In [None]:
# Single-cell full-run: setup, train, collect artifacts, and display results
# NOTE: Set runtime to GPU (Runtime -> Change runtime type -> GPU)
import os
import sys
import subprocess
import shutil
import time
import json

# 1) Mount Google Drive (interactive)
try:
    from google.colab import drive
    print('Mounting Google Drive...')
    drive.mount('/content/drive')
except Exception as e:
    print('Google Drive mount not available or failed:', e)

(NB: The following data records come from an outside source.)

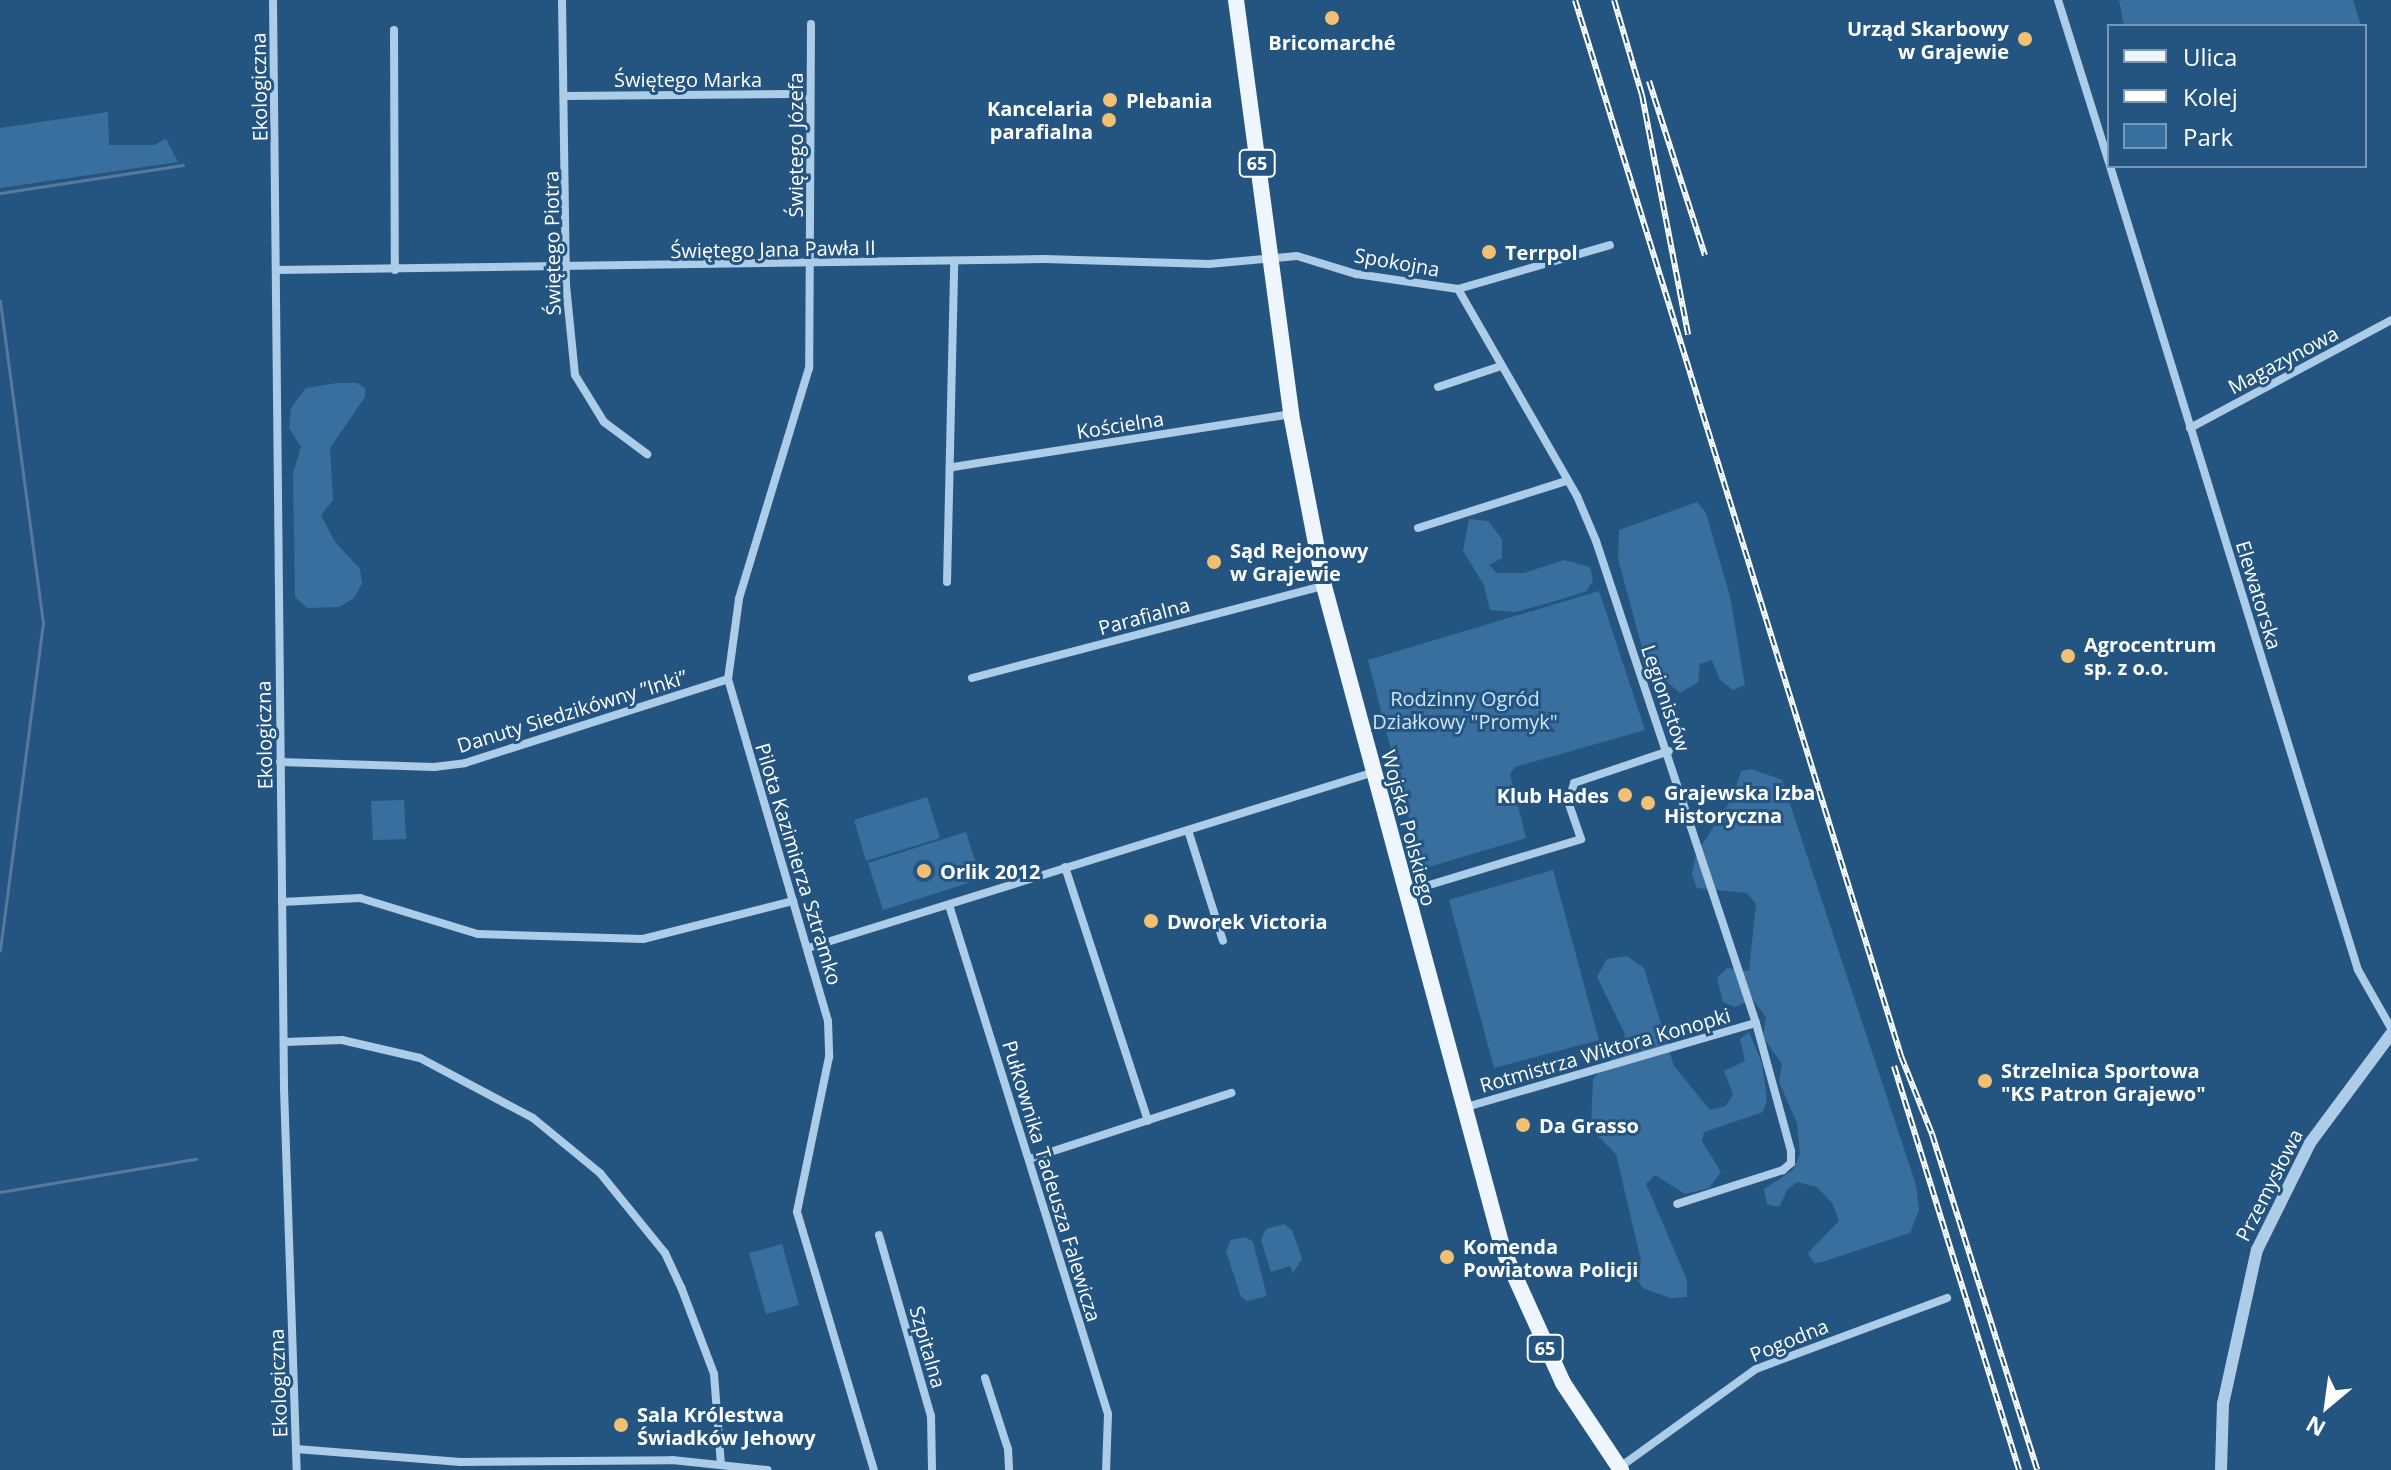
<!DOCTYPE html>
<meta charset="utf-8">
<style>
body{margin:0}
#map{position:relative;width:2391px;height:1470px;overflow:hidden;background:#245581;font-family:"Open Sans",sans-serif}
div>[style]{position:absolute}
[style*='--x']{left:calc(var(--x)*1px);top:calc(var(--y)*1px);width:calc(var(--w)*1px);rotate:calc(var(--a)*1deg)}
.green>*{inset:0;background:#396f9f}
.stream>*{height:3px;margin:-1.5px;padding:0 1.5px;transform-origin:1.5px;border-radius:1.5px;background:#587a9a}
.minor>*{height:8px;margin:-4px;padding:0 4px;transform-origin:4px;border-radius:4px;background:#accce7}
.tertiary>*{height:12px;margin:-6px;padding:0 6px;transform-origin:6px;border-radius:6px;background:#accce7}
.primary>*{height:16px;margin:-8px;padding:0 8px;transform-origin:8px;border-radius:8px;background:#eef5fd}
.rail>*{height:6px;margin-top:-3px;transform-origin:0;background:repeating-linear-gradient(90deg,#245581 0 9px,#fff 0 18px);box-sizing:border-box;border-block:2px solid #fff}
.dots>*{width:22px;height:22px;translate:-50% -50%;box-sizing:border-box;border:4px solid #245581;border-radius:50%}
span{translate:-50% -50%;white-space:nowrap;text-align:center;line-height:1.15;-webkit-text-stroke:6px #245581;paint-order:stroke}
.shield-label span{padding:2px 6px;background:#245581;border:2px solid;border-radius:6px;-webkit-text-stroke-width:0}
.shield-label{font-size:18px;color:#fff;font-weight:700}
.poi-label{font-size:20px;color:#fff;font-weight:700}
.right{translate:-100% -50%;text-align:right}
.left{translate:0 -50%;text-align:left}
.street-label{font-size:20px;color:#fff}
.park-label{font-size:20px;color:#cfe4f5}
.legend{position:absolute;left:2107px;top:24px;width:260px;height:144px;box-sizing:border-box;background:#245581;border:2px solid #7c99b3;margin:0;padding:10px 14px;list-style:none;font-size:24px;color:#fff}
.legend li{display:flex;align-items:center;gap:16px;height:40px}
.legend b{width:40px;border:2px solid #7c99b3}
.north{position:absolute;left:2287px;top:1366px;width:80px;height:80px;-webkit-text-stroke:6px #245581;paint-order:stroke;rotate:209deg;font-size:22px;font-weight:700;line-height:32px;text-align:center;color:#fff}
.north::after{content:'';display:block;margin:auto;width:28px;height:36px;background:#fff;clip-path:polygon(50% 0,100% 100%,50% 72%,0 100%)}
</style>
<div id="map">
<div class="green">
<div style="clip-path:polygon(2119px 0,2353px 0,2361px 26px,2124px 26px)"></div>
<div style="clip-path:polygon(108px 112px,109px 145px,154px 145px,166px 139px,178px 162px,0 188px,0 128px)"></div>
<div style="clip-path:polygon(337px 383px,357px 383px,365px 388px,365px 397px,330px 448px,333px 500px,321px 515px,335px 542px,360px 569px,362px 584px,354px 598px,339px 607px,307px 608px,295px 597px,293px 473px,301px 447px,289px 428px,291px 408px,306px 388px)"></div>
<div style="clip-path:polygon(1697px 502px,1706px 513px,1730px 596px,1745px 685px,1733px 690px,1720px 680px,1712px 660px,1700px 664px,1698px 682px,1680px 693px,1655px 672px,1643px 651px,1618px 559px,1619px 530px)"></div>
<div style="clip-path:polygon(1469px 519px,1488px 521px,1502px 539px,1502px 558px,1489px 565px,1497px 573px,1524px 573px,1564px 560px,1590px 567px,1593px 580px,1587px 591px,1559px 600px,1516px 612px,1490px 610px,1484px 585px,1463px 551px)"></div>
<div style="clip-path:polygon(1599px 591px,1645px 730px,1515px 767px,1510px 774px,1526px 838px,1422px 869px,1368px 660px)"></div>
<div style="clip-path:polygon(1751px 769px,1782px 780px,1916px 1185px,1919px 1210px,1910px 1233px,1822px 1262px,1814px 1263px,1808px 1253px,1839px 1221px,1832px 1203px,1817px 1187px,1797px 1182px,1787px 1190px,1779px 1207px,1767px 1204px,1764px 1189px,1793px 1170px,1800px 1154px,1797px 1123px,1779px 1082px,1782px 1064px,1763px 1037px,1766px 1017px,1752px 999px,1735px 1007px,1723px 1002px,1717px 978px,1727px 968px,1749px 971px,1756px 904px,1747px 893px,1697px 888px,1692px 874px,1696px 854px,1733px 797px,1741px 771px)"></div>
<div style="clip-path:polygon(927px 797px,940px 838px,866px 861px,854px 820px)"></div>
<div style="clip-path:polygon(404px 800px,406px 839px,373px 840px,371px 801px)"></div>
<div style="clip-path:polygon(966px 832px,981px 879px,883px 910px,868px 863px)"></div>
<div style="clip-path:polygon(1553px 870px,1599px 1040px,1494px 1068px,1449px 900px)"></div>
<div style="clip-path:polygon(1627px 956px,1644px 968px,1674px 1066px,1710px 1110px,1726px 1106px,1733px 1094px,1724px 1071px,1745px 1061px,1740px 1039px,1749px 1032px,1762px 1063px,1767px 1100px,1763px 1112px,1704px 1132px,1702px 1141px,1721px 1172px,1709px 1188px,1685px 1194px,1655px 1175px,1646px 1184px,1687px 1280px,1687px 1297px,1670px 1298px,1643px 1288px,1637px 1279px,1641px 1261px,1616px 1154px,1591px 1129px,1593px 1079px,1619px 1051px,1625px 1034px,1597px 977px,1607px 959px)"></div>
<div style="clip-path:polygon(1284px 1224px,1292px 1230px,1302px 1259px,1293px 1273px,1290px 1266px,1271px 1272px,1261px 1240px,1266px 1229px)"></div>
<div style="clip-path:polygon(1246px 1237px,1253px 1242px,1267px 1296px,1247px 1301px,1241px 1297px,1226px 1251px,1231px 1240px)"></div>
<div style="clip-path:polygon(782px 1244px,799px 1305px,766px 1314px,749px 1253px)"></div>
</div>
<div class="stream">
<div style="--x:0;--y:193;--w:185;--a:-8.7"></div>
<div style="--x:0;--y:301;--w:325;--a:82.4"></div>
<div style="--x:43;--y:623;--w:330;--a:97.5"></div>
<div style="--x:0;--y:1192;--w:199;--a:-9.6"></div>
</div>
<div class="minor">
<div style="--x:273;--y:0;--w:1088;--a:89.42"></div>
<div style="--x:284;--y:1088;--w:382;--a:88.1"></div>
<div style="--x:562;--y:0;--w:285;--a:89.2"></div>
<div style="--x:566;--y:285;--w:90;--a:84.3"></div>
<div style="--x:575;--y:375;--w:55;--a:58.3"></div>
<div style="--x:604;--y:422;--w:54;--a:36.7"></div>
<div style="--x:2058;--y:0;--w:171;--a:72.6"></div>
<div style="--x:811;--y:24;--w:344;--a:90.3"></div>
<div style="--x:809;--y:368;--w:241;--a:106.9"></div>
<div style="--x:739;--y:599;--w:81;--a:97.8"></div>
<div style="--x:728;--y:679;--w:356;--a:73.7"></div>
<div style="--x:828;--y:1021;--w:36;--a:88"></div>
<div style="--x:829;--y:1057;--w:158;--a:101.7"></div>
<div style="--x:797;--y:1212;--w:269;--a:73.4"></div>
<div style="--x:394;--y:30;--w:240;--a:89.8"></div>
<div style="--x:565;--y:96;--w:226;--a:-0.5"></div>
<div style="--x:791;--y:94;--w:20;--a:20"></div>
<div style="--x:2110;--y:166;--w:841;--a:72.86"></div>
<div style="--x:2358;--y:970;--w:67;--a:60.4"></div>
<div style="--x:276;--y:270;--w:768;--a:-0.82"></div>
<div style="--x:1044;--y:259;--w:165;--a:1.7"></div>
<div style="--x:1209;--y:264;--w:88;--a:-5.2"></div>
<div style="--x:1297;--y:256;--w:62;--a:17"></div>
<div style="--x:1356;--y:274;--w:103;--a:8.4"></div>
<div style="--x:1458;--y:289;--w:158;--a:-16.1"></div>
<div style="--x:1458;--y:289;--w:239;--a:60.1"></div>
<div style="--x:1577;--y:496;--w:49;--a:67.1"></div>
<div style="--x:1596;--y:541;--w:508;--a:71.64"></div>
<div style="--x:1756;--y:1023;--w:133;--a:74.7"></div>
<div style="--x:1791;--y:1151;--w:12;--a:90"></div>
<div style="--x:1791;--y:1163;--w:11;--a:139"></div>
<div style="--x:1783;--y:1170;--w:111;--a:162.2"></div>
<div style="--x:1438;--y:387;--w:63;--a:-18.4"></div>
<div style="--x:2190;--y:428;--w:228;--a:-28.2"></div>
<div style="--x:953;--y:467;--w:341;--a:-8.9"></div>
<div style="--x:1418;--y:528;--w:155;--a:-17.6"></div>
<div style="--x:947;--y:582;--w:320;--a:-88.7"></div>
<div style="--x:972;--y:678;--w:363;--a:-14.7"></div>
<div style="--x:280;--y:762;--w:154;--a:1.9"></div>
<div style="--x:434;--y:767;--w:31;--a:-7"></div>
<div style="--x:465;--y:763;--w:276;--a:-17.7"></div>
<div style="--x:1188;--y:830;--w:116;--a:72.5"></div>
<div style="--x:1065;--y:867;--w:267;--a:71.9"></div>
<div style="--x:1406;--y:892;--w:183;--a:-16.8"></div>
<div style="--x:1581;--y:839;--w:39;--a:-109"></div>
<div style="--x:1568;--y:802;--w:20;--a:-72"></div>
<div style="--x:1574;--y:783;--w:100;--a:-18.6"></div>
<div style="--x:282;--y:902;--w:78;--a:-2.9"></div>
<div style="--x:360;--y:898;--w:123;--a:17"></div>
<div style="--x:478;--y:934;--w:165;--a:1.7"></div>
<div style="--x:643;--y:939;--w:155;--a:-14.2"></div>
<div style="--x:949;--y:905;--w:533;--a:72.65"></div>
<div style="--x:1108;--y:1414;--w:56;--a:92"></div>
<div style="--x:808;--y:948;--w:593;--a:-17.27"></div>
<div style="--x:284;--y:1042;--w:58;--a:-2"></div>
<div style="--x:342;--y:1040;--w:80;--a:13"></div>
<div style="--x:420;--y:1058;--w:128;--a:28"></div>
<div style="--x:533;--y:1118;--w:87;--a:39.4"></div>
<div style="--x:600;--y:1173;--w:103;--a:50.9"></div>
<div style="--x:665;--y:1253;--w:38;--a:65"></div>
<div style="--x:681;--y:1287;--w:93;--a:69.2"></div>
<div style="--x:714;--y:1374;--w:90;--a:85.6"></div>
<div style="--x:1463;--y:1108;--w:305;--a:-16.2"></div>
<div style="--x:1029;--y:1159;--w:213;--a:-18.1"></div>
<div style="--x:879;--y:1235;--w:188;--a:74"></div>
<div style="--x:931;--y:1416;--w:54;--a:88.9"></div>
<div style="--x:985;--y:1378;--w:75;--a:72.1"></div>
<div style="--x:1008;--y:1449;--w:21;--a:87"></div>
<div style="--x:296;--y:1449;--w:165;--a:4.5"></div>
<div style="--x:460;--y:1462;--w:212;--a:-0.5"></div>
<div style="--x:672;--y:1460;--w:96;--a:6"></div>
<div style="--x:1620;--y:1467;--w:168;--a:-35.8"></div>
<div style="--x:1756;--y:1369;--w:204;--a:-20.4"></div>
</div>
<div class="tertiary">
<div style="--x:2221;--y:1470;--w:66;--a:-88.3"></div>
<div style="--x:2223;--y:1404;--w:158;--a:-77.6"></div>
<div style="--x:2257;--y:1250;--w:119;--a:-63.6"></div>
<div style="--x:2310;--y:1143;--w:136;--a:-53.4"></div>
</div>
<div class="primary">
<div style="--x:1236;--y:0;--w:418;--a:82.4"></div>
<div style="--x:1291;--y:414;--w:175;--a:79.1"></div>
<div style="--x:1324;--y:586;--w:688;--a:74.91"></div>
<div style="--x:1503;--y:1250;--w:146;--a:65.7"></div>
<div style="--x:1563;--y:1383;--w:105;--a:56.3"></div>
</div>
<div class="rail">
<div style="--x:1575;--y:0;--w:1105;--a:72.84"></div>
<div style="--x:1901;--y:1056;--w:84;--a:68.3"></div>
<div style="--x:1932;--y:1134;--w:352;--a:72.6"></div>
<div style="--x:1614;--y:0;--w:99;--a:73.6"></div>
<div style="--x:1642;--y:95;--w:244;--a:79.1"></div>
<div style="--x:1649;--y:81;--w:183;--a:72.2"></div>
<div style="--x:1894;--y:1066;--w:423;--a:72.8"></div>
</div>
<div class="dots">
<div style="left:1332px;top:18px;background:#f1c070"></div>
<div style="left:2025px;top:39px;background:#f1c070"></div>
<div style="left:1110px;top:100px;background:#f1c070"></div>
<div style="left:1109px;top:120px;background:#f1c070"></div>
<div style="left:1489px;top:252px;background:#f1c070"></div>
<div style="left:1214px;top:562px;background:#f1c070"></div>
<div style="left:2068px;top:656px;background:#f1c070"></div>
<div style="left:1625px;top:795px;background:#f1c070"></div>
<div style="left:1648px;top:803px;background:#f1c070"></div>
<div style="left:924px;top:871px;background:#f1c070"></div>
<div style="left:1151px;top:921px;background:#f1c070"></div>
<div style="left:1985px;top:1081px;background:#f1c070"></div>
<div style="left:1523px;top:1125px;background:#f1c070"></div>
<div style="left:1447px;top:1257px;background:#f1c070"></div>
<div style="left:621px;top:1425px;background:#f1c070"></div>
</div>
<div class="shield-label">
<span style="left:1257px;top:163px">65</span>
<span style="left:1545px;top:1348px">65</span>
</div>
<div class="poi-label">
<span class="right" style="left:2009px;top:40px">Urząd Skarbowy<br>w Grajewie</span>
<span style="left:1332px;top:42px">Bricomarché</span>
<span class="left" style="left:1126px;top:100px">Plebania</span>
<span class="right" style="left:1093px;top:120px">Kancelaria<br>parafialna</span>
<span class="left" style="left:1505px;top:252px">Terrpol</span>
<span class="left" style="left:1230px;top:562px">Sąd Rejonowy<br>w Grajewie</span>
<span class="left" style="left:2084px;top:656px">Agrocentrum<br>sp. z o.o.</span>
<span class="left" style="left:1664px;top:804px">Grajewska Izba<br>Historyczna</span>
<span class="right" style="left:1609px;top:795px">Klub Hades</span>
<span class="left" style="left:940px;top:871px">Orlik 2012</span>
<span class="left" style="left:1167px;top:921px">Dworek Victoria</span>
<span class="left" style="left:2001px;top:1082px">Strzelnica Sportowa<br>"KS Patron Grajewo"</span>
<span class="left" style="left:1539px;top:1125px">Da Grasso</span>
<span class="left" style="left:1463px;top:1258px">Komenda<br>Powiatowa Policji</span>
<span class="left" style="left:637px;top:1426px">Sala Królestwa<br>Świadków Jehowy</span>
</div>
<div class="street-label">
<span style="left:688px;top:79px">Świętego Marka</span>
<span style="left:259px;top:87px;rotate:-91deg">Ekologiczna</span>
<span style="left:795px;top:145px;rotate:-90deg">Świętego Józefa</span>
<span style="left:552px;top:243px;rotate:-91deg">Świętego Piotra</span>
<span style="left:773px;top:249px;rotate:-1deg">Świętego Jana Pawła II</span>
<span style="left:1397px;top:262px;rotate:10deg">Spokojna</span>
<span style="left:2283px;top:360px;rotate:-28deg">Magazynowa</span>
<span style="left:1120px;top:425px;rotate:-9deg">Kościelna</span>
<span style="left:2259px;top:595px;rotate:73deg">Elewatorska</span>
<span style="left:1144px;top:616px;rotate:-15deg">Parafialna</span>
<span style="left:1666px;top:698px;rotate:71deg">Legionistów</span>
<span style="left:572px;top:711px;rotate:-17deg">Danuty Siedzikówny ”Inki”</span>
<span style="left:264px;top:735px;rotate:-91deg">Ekologiczna</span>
<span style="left:1409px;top:828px;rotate:75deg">Wojska Polskiego</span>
<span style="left:799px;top:864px;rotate:73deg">Pilota Kazimierza Sztramko</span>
<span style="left:1605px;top:1050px;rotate:-16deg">Rotmistrza Wiktora Konopki</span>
<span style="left:1052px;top:1181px;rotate:73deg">Pułkownika Tadeusza Falewicza</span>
<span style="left:2269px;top:1185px;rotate:-63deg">Przemysłowa</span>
<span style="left:1789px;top:1340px;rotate:-22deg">Pogodna</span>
<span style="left:928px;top:1347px;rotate:74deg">Szpitalna</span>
<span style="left:278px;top:1383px;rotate:-92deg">Ekologiczna</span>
</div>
<div class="park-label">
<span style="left:1465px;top:710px">Rodzinny Ogród<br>Działkowy "Promyk"</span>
</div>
<ul class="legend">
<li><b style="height:10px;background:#eef5fd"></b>Ulica</li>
<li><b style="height:10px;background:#fff"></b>Kolej</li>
<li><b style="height:22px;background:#396f9f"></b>Park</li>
</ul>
<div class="north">N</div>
</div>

# 2) Environment and paths
DRIVE_BASE = '/content/drive/MyDrive/FarmFederate'
CHECKPOINT_DIR = os.environ.get('CHECKPOINT_DIR', f"{DRIVE_BASE}/checkpoints")
LOGS_DIR = f"{DRIVE_BASE}/logs"
os.makedirs(CHECKPOINT_DIR, exist_ok=True)
os.makedirs(LOGS_DIR, exist_ok=True)

# 3) Install dependencies (quiet)
print('\nInstalling required Python packages (may take several minutes)')
subprocess.run('pip install -r requirements.txt -q', shell=True, check=False)
subprocess.run('pip install qdrant-client sentence-transformers faiss-cpu -q', shell=True, check=False)

# 4) Run setup step (ensures env and checks)
print('\nRunning setup step...')
subprocess.run(f'python FarmFederate_Colab.py --setup', shell=True, check=False)

# 5) Run full training (this will stream logs to full_train.log)
train_cmd = (
    f'python FarmFederate_Colab.py --train --epochs 12 --max-samples 600 '
    f'--use-qdrant --checkpoint-dir "{CHECKPOINT_DIR}" 2>&1 | tee full_train.log'
)
print('\nStarting full training. This may take a long time depending on runtime (Colab Free may time out).')
start_time = time.time()
try:
    subprocess.run(train_cmd, shell=True, check=True)
    success = True
except subprocess.CalledProcessError as e:
    print('\n[Error] Training command failed with', e)
    success = False
end_time = time.time()

# 6) Copy artifacts to Drive (if present)
print('\nCopying results and plots to Drive...')
try:
    if os.path.isdir('results'):
        shutil.copytree('results', os.path.join(DRIVE_BASE, 'results'), dirs_exist_ok=True)
    if os.path.isdir('plots'):
        shutil.copytree('plots', os.path.join(DRIVE_BASE, 'plots'), dirs_exist_ok=True)
    shutil.copy('full_train.log', os.path.join(LOGS_DIR, 'full_train.log'))
except Exception as e:
    print('Warning: could not copy some artifacts to Drive:', e)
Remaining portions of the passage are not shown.